Он откинулся назад в кресле и несколько минут ничего не говорил. Наконец он произнес:
– Без сомнения, Уолтер тебе поможет. Конечно, он сделает это, дорогая. Не надо огорчаться. Конечно, он все сделает. Что тебе нужно?
– Я хочу избавиться от него, – сказала я.
– Понятно, – сказал он.
Он говорил что-то, но я не слышала ни слова. Потом его голос смолк.
Я сказала:
– Да, я знаю. Лори сказала мне, куда обратиться. Эта женщина хочет сорок фунтов, обязательно золотом. Она не возьмет ничего другого.
– Понятно, – снова сказал он, – хорошо, ты получишь эти деньги. Не терзайся, не надо быть такой несчастной.
Он взял мою руку и похлопал ее.
– Бедная малышка Анна, – его голос стал очень добрым, – как жаль, что ты столько перенесла.
Голос его звучал очень сердечно, но взгляд был холодным и непроницаемым, как стена. Высокая, гладкая, неприступная стена. Никакие контакты невозможны. Нужно быть ненормальной, чтобы не понять этого.
– С тобой все будет в порядке. Ты должна взять себя в руки, забыть обо всем, что было, и начать сначала.

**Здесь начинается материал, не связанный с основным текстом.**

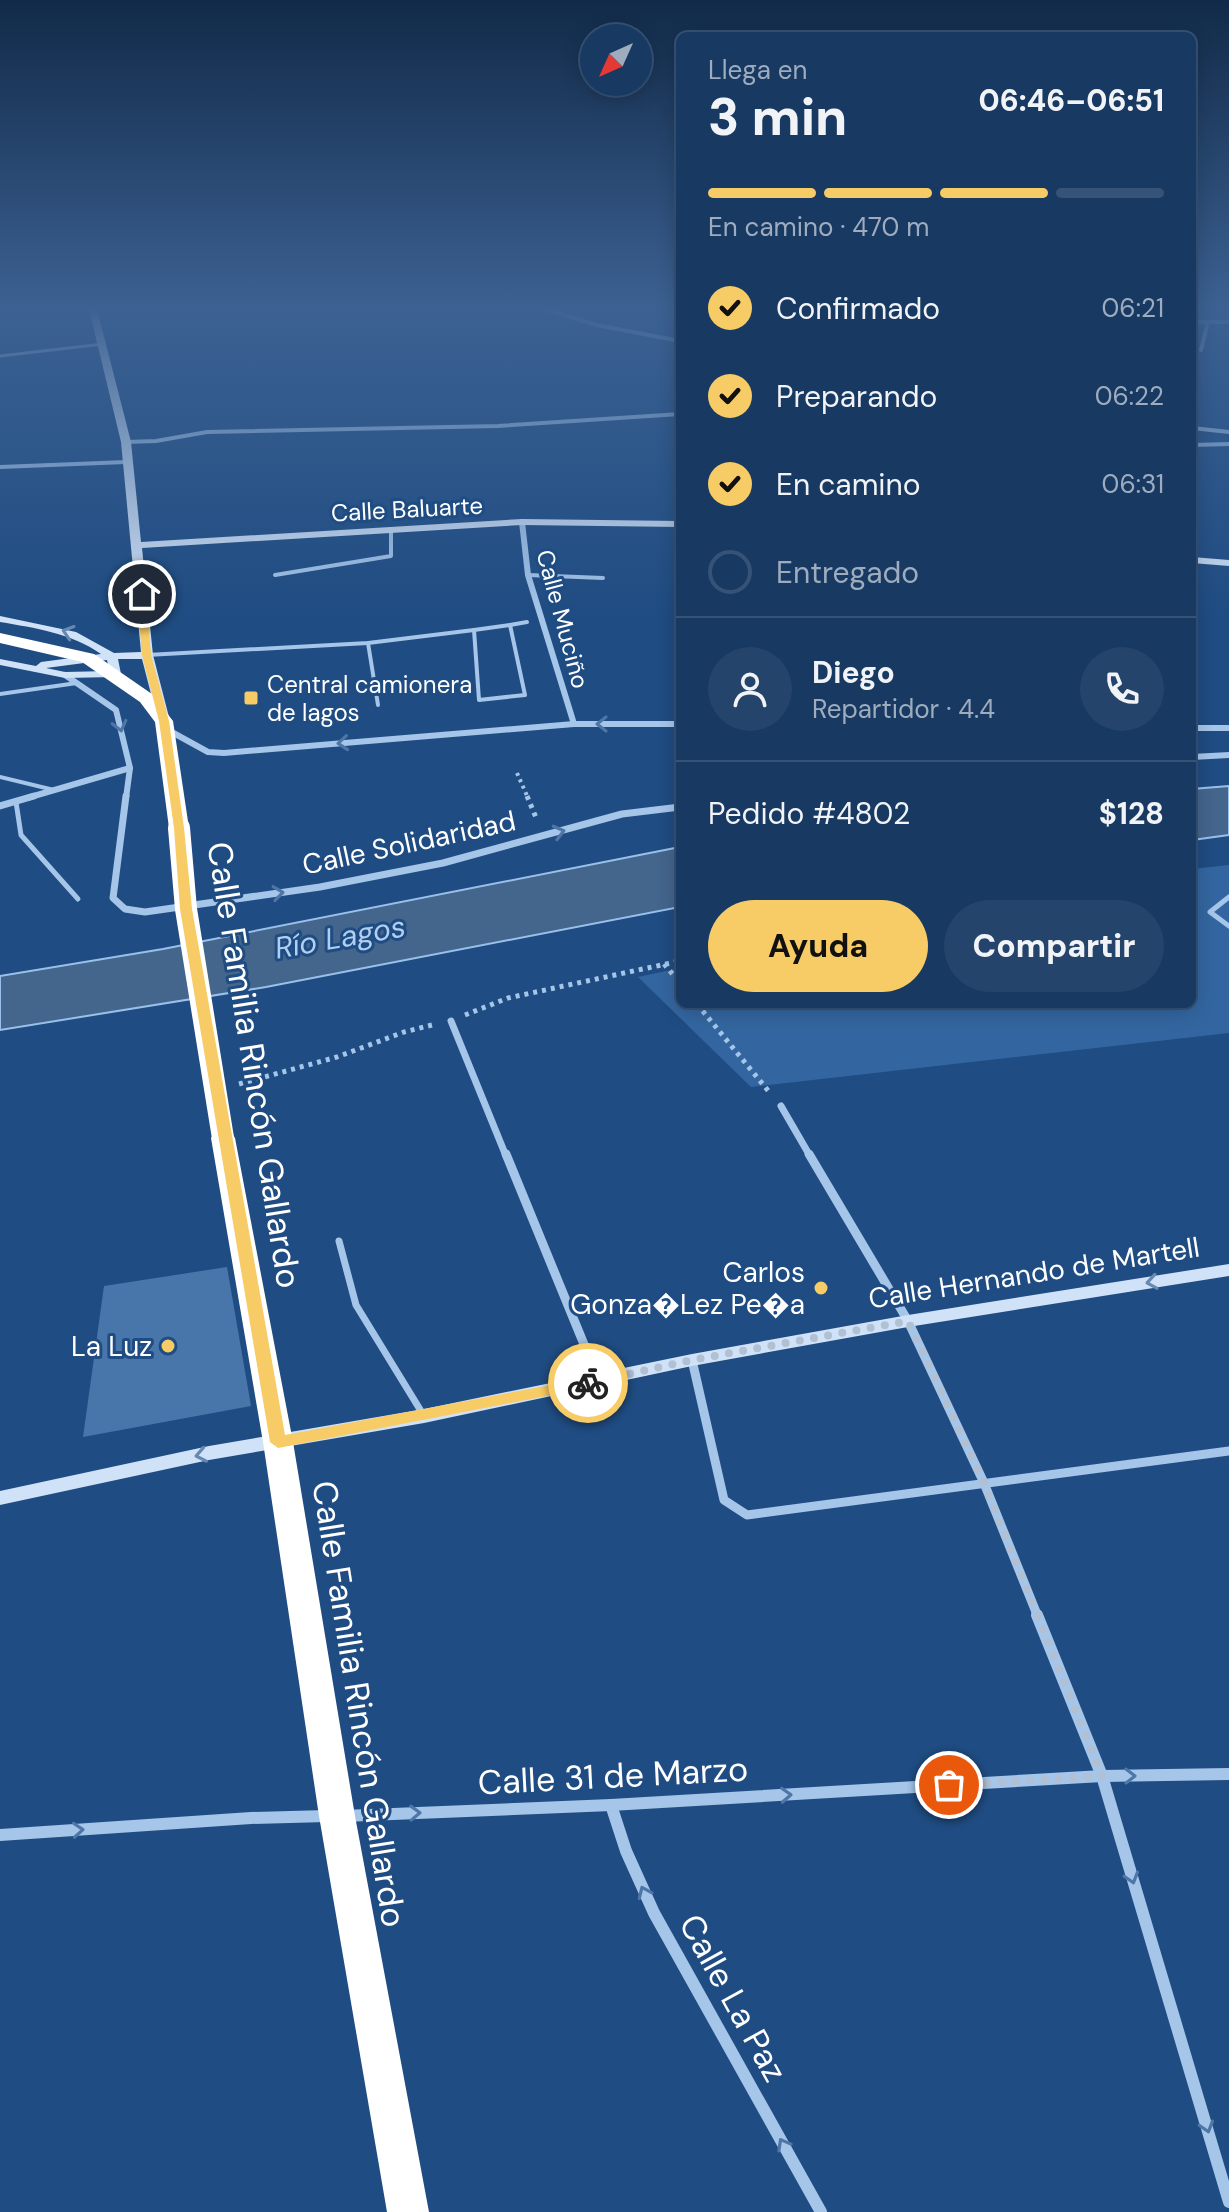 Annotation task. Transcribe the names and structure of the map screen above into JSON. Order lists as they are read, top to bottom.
{
  "streets": {
    "highway": ["Calle Familia Rincón Gallardo"],
    "street": [
      "Calle Baluarte",
      "Calle Muciño",
      "Calle Solidaridad",
      "Calle Hernando de Martell",
      "Calle 31 de Marzo",
      "Calle La Paz"
    ]
  },
  "crossings": [
    ["Calle Baluarte", "Calle Muciño"],
    ["Calle Familia Rincón Gallardo", "Calle Hernando de Martell"],
    ["Calle Familia Rincón Gallardo", "Calle 31 de Marzo"],
    ["Calle 31 de Marzo", "Calle La Paz"]
  ],
  "one_way": ["Calle Hernando de Martell", "Calle 31 de Marzo", "Calle La Paz"],
  "water": ["Río Lagos"],
  "places": {
    "transit": ["Central camionera de lagos"],
    "other": ["Carlos Gonza�Lez Pe�a", "La Luz"]
  },
  "north": "bottom left",
  "page": {
    "heading": ["3 min", "Llega en", "06:46–06:51"],
    "panel": [
      "Diego",
      "Repartidor · 4.4",
      "Pedido #4802",
      "$128"
    ],
    "bar": "En camino · 470 m",
    "list": [
      ["Confirmado", "06:21"],
      ["Preparando", "06:22"],
      ["En camino", "06:31"],
      "Entregado"
    ],
    "buttons": ["Ayuda", "Compartir"]
  }
} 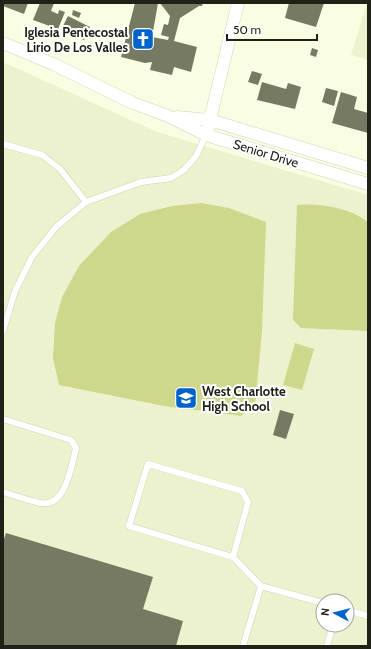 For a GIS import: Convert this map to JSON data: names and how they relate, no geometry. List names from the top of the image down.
{
  "streets": {
    "street": ["Senior Drive"]
  },
  "places": {
    "church": ["Iglesia Pentecostal Lirio De Los Valles"],
    "school or university": ["West Charlotte High School"]
  },
  "scale_bar": "50 m",
  "north": "left"
}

– Ты так думаешь? – проговорила я.
– Конечно, – сказал он, – ты забудешь про это, и все будет так, словно ничего не случилось.

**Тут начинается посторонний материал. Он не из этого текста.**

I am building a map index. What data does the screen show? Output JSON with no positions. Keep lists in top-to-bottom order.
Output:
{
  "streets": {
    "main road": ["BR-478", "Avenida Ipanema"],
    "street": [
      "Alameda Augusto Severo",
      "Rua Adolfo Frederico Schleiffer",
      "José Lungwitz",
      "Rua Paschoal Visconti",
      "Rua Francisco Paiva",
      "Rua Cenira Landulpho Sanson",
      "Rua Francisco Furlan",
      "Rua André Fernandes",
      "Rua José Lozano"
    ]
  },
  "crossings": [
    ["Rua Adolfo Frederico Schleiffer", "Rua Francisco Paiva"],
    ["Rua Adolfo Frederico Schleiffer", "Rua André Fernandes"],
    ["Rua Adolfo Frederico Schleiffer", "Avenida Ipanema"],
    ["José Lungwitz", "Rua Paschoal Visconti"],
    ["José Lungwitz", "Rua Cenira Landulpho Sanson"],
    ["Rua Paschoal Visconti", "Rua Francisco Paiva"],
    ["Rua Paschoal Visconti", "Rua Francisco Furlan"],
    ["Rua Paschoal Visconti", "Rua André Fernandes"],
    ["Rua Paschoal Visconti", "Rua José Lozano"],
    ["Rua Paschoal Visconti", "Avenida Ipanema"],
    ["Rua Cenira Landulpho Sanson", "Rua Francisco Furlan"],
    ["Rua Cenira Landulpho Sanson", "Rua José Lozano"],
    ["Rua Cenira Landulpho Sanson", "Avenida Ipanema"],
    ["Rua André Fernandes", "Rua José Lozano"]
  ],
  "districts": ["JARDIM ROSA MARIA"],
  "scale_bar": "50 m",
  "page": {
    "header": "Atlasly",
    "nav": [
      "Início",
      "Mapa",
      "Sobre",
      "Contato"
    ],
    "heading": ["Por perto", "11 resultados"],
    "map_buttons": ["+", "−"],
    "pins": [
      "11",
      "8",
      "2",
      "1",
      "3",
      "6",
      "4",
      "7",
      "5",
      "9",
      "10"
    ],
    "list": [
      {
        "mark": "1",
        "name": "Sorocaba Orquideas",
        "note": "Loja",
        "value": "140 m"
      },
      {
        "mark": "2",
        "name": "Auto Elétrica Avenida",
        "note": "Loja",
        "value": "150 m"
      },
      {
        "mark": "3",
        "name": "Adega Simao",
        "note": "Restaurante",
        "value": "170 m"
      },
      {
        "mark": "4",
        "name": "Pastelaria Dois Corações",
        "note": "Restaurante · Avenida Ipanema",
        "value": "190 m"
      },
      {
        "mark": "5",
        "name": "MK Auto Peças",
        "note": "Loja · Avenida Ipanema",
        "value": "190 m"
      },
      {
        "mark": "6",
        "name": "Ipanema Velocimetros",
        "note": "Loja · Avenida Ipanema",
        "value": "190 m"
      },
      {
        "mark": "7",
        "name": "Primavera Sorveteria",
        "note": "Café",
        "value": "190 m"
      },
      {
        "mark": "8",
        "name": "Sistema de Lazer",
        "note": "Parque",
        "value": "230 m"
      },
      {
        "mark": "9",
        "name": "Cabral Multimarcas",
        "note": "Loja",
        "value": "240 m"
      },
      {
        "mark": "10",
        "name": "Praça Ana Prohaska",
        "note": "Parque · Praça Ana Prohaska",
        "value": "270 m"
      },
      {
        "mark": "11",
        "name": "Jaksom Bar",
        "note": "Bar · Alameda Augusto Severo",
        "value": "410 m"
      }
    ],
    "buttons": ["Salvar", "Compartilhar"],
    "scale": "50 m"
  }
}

– Хочешь чаю? – предложила я.
– Нет, спасибо.
– У меня есть виски с содовой.
Я тоже выпила – как ни странно, меня от виски не тошнило. Пока мы пили, он сообщил, что одна его знакомая сделала это, и что она говорила, что это совсем не страшно, не стоит переживать.
Я сказала:
– Я переживаю не из-за этого. Просто иногда я хочу, чтобы он был, но потом начинаю думать, что если я его оставлю, то вдруг он… Вдруг с ним будет что-то не так. Я все время об этом думаю, в этом все дело.
Винсент сказал:
– Моя милая девочка, все это ерунда.
Он помолчал, потом проговорил:
– Не понимаю. Просто не могу этого понять. Неужели из-за денег? Да нет, не могло такого быть. Ты должна была знать, что Уолтер позаботится о тебе. Он бы все устроил. Он страшно переживал, когда ты пропала и не сообщила ему, где ты. Он несколько раз говорил мне об этом. Он бы все устроил.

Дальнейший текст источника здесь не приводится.